Action item:
Reproduce the entries below in full and without error.

══════

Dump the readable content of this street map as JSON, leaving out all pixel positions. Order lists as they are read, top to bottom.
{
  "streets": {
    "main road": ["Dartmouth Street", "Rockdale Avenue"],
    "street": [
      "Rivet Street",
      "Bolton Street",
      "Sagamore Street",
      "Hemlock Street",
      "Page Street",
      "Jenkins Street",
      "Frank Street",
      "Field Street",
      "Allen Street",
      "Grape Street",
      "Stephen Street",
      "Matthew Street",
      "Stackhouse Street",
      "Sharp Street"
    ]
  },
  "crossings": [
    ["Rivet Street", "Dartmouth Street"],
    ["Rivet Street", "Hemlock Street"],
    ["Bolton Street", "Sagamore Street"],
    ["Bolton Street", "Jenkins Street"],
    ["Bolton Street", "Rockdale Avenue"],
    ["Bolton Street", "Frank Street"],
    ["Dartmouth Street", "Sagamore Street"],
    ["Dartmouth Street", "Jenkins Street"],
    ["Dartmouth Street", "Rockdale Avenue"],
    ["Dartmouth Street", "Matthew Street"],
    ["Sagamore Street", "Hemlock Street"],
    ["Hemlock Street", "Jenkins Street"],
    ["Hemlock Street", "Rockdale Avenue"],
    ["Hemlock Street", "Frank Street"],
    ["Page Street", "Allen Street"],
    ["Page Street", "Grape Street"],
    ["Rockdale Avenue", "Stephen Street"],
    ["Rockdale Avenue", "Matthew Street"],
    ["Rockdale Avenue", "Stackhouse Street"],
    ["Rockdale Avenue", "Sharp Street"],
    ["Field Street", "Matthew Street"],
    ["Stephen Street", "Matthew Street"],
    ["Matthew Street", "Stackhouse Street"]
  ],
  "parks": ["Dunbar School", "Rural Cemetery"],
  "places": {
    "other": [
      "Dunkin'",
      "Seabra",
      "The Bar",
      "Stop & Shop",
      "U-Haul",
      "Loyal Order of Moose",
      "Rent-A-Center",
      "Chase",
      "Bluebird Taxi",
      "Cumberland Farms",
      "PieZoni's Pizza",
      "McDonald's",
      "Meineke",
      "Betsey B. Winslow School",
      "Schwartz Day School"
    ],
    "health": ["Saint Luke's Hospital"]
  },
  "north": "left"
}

══════

Result:
Dump the readable content of this street map as JSON, leaving out all pixel positions. Order lists as they are read, top to bottom.
{
  "streets": {
    "main road": ["Dartmouth Street", "Rockdale Avenue"],
    "street": [
      "Rivet Street",
      "Bolton Street",
      "Sagamore Street",
      "Hemlock Street",
      "Page Street",
      "Jenkins Street",
      "Frank Street",
      "Field Street",
      "Allen Street",
      "Grape Street",
      "Stephen Street",
      "Matthew Street",
      "Stackhouse Street",
      "Sharp Street"
    ]
  },
  "crossings": [
    ["Rivet Street", "Dartmouth Street"],
    ["Rivet Street", "Hemlock Street"],
    ["Bolton Street", "Sagamore Street"],
    ["Bolton Street", "Jenkins Street"],
    ["Bolton Street", "Rockdale Avenue"],
    ["Bolton Street", "Frank Street"],
    ["Dartmouth Street", "Sagamore Street"],
    ["Dartmouth Street", "Jenkins Street"],
    ["Dartmouth Street", "Rockdale Avenue"],
    ["Dartmouth Street", "Matthew Street"],
    ["Sagamore Street", "Hemlock Street"],
    ["Hemlock Street", "Jenkins Street"],
    ["Hemlock Street", "Rockdale Avenue"],
    ["Hemlock Street", "Frank Street"],
    ["Page Street", "Allen Street"],
    ["Page Street", "Grape Street"],
    ["Rockdale Avenue", "Stephen Street"],
    ["Rockdale Avenue", "Matthew Street"],
    ["Rockdale Avenue", "Stackhouse Street"],
    ["Rockdale Avenue", "Sharp Street"],
    ["Field Street", "Matthew Street"],
    ["Stephen Street", "Matthew Street"],
    ["Matthew Street", "Stackhouse Street"]
  ],
  "parks": ["Dunbar School", "Rural Cemetery"],
  "places": {
    "other": [
      "Dunkin'",
      "Seabra",
      "The Bar",
      "Stop & Shop",
      "U-Haul",
      "Loyal Order of Moose",
      "Rent-A-Center",
      "Chase",
      "Bluebird Taxi",
      "Cumberland Farms",
      "PieZoni's Pizza",
      "McDonald's",
      "Meineke",
      "Betsey B. Winslow School",
      "Schwartz Day School"
    ],
    "health": ["Saint Luke's Hospital"]
  },
  "north": "left"
}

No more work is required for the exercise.